2. Present the problem and not the solution. Often we take on the role of problem-solving even before we get in a room with our stakeholders. This can cripple staff from feeling their ideas are valued and may pigeon hold you to a solution that is less effective than one you didn't come up with.
3. Be reasonable about timelines and expectations. Every stakeholder you rely on is dealing with competing priorities and initiatives. Being flexible with your expectations and checking in on progress will likely drive stakeholders to bring your needs to the top of their list without asking.

Walking the Line – When you are the SME

Sometimes you really do know the best course of action and can see it when others cannot. So how do we, as leaders, ensure the best decisions are being made while still fostering that sense of empowerment across the subject matter experts we rely on?
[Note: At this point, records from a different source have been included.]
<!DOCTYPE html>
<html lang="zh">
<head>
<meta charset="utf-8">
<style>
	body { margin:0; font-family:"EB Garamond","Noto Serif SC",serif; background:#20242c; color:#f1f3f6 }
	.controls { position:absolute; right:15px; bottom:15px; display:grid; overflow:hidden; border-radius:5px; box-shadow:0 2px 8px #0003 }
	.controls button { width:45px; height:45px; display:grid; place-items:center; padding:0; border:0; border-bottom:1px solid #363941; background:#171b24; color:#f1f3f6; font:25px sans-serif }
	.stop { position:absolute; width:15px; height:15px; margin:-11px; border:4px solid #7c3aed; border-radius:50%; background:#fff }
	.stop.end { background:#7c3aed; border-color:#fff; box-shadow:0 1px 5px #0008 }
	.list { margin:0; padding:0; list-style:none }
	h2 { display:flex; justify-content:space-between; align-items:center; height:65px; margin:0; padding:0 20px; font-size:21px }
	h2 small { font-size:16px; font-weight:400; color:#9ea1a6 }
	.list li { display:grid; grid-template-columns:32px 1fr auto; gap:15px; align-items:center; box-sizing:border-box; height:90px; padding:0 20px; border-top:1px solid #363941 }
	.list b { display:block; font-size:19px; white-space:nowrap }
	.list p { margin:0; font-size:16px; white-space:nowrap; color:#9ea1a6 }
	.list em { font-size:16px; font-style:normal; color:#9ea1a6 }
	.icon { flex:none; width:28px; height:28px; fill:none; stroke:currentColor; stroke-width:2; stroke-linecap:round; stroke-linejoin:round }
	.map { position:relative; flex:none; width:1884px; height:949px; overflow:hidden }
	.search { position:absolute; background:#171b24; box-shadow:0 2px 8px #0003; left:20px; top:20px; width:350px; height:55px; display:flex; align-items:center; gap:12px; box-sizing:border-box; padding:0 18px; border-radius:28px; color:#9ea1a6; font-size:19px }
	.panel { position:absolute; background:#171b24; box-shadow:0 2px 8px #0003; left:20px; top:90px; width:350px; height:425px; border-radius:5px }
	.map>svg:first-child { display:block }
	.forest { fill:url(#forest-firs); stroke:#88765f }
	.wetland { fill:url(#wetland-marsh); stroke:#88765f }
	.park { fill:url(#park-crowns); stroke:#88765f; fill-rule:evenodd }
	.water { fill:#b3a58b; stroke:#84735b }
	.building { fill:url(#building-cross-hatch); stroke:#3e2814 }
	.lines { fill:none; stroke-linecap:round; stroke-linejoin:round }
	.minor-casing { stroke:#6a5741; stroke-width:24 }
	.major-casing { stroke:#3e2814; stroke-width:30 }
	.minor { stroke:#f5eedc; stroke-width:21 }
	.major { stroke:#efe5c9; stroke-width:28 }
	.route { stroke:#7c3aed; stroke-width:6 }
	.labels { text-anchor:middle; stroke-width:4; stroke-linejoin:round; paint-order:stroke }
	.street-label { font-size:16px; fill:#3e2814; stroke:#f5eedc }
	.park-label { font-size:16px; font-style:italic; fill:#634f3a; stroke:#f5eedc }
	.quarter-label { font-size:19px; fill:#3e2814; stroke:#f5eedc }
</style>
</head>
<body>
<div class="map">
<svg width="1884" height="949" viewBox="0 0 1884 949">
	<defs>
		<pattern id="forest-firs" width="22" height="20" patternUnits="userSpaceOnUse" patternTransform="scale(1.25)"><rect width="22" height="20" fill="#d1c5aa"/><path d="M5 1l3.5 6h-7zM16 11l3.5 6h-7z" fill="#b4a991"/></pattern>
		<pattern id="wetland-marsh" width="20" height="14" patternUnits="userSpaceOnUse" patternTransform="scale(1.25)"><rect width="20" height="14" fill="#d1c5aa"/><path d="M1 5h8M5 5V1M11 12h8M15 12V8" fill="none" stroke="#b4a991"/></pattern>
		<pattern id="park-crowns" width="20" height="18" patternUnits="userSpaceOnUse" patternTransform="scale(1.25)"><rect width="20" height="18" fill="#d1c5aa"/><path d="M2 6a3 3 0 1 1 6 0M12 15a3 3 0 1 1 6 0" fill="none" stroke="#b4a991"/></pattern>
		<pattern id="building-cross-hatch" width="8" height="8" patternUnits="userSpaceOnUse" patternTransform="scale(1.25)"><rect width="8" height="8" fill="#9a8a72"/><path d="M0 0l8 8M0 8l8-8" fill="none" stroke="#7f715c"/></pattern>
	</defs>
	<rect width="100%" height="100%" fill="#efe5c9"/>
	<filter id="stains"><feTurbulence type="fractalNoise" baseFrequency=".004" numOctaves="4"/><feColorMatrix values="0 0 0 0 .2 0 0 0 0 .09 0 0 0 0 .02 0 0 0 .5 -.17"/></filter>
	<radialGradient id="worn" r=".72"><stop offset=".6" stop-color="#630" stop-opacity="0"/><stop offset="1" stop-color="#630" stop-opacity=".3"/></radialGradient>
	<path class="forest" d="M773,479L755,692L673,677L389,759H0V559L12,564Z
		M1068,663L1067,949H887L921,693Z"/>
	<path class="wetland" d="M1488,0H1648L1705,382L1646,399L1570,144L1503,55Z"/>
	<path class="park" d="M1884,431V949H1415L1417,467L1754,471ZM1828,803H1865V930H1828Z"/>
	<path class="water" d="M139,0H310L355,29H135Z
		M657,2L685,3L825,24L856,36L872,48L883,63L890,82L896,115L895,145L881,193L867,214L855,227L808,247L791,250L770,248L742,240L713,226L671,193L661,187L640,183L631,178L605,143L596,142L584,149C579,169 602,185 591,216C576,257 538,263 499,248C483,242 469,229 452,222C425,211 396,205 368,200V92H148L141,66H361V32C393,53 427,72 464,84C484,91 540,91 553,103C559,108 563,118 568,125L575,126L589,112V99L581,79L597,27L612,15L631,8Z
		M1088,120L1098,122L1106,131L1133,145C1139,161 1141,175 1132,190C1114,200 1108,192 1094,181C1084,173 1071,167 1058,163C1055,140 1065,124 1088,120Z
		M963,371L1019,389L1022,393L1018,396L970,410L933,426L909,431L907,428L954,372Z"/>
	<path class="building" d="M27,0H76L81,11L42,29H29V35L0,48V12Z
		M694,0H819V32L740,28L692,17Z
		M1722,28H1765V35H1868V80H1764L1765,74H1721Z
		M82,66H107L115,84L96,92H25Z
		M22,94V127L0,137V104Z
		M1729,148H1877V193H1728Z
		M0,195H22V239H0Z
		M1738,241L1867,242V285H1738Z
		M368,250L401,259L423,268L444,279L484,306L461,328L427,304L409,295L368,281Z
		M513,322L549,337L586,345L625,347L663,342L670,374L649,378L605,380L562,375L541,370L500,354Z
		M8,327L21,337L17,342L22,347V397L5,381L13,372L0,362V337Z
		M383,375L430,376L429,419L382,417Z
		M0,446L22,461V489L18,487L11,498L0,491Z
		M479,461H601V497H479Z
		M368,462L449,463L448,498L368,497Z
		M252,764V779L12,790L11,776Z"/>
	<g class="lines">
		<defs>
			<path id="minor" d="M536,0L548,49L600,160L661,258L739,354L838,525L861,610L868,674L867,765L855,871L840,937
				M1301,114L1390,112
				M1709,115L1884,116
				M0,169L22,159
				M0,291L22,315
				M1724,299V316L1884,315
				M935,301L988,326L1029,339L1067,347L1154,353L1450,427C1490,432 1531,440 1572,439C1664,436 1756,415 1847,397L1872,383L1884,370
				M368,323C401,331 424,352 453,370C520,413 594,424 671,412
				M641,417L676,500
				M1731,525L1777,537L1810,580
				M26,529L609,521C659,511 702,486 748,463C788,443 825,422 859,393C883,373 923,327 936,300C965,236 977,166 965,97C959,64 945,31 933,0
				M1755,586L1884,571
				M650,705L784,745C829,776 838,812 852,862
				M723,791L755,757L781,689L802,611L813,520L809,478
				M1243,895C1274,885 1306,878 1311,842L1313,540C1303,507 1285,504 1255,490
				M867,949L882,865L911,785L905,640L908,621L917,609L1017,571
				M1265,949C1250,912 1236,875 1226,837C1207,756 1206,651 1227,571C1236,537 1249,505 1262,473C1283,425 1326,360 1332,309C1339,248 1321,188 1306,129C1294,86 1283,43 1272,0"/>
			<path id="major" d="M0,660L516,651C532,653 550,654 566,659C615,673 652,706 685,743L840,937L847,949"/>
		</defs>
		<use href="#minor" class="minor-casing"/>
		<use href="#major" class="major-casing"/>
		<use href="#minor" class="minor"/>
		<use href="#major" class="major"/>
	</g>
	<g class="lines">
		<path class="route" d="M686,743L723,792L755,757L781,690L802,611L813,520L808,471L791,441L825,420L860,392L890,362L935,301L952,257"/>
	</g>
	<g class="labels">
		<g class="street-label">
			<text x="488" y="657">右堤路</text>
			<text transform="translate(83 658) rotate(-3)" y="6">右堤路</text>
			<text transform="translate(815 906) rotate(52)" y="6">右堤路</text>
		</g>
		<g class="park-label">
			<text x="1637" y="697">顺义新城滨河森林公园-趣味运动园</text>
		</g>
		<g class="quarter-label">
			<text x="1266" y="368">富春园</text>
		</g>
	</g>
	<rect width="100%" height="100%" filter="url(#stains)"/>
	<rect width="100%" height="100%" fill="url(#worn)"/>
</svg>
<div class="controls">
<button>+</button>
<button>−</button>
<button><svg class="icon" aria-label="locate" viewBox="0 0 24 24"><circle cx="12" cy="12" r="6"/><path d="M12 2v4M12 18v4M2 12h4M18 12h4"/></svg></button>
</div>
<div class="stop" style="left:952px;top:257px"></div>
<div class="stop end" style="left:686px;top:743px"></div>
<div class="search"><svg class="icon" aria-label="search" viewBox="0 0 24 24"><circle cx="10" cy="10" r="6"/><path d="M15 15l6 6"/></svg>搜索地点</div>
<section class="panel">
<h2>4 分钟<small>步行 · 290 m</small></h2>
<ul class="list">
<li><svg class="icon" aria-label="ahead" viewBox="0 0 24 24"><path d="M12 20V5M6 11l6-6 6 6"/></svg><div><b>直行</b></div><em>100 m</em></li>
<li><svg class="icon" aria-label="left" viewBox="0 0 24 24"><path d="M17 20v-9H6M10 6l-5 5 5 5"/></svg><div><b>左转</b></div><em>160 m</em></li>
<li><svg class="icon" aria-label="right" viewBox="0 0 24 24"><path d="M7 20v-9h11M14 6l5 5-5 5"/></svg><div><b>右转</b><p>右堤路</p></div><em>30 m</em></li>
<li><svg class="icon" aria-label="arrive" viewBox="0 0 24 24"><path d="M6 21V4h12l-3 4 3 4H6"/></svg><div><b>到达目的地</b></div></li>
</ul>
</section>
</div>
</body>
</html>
1. Listen – really listen to those around you to ensure you are getting all of the necessary information to lead to a conclusion.
2. Ask questions that narrow down the options and path ahead for those you are leading.
3. Recognize contributors by name and be specific about what you pulled from their input.

Conclusion

So how do we tie all of this together and become better InfoSec leaders than we were the day before? Remember that this is a journey and not a final destination. Your goals and strategies will change and grow over time. But the one constant you can always count on is that there is nothing constant in this industry. Information Security is a fluid space that requires us to often adjust course, swim against the tide, and sometimes lean back and float. Success in leadership, no matter the industry, is defined by your willingness to accept that leadership is a collaborative effort and requires you to listen to those around you and lean on their expertise and input.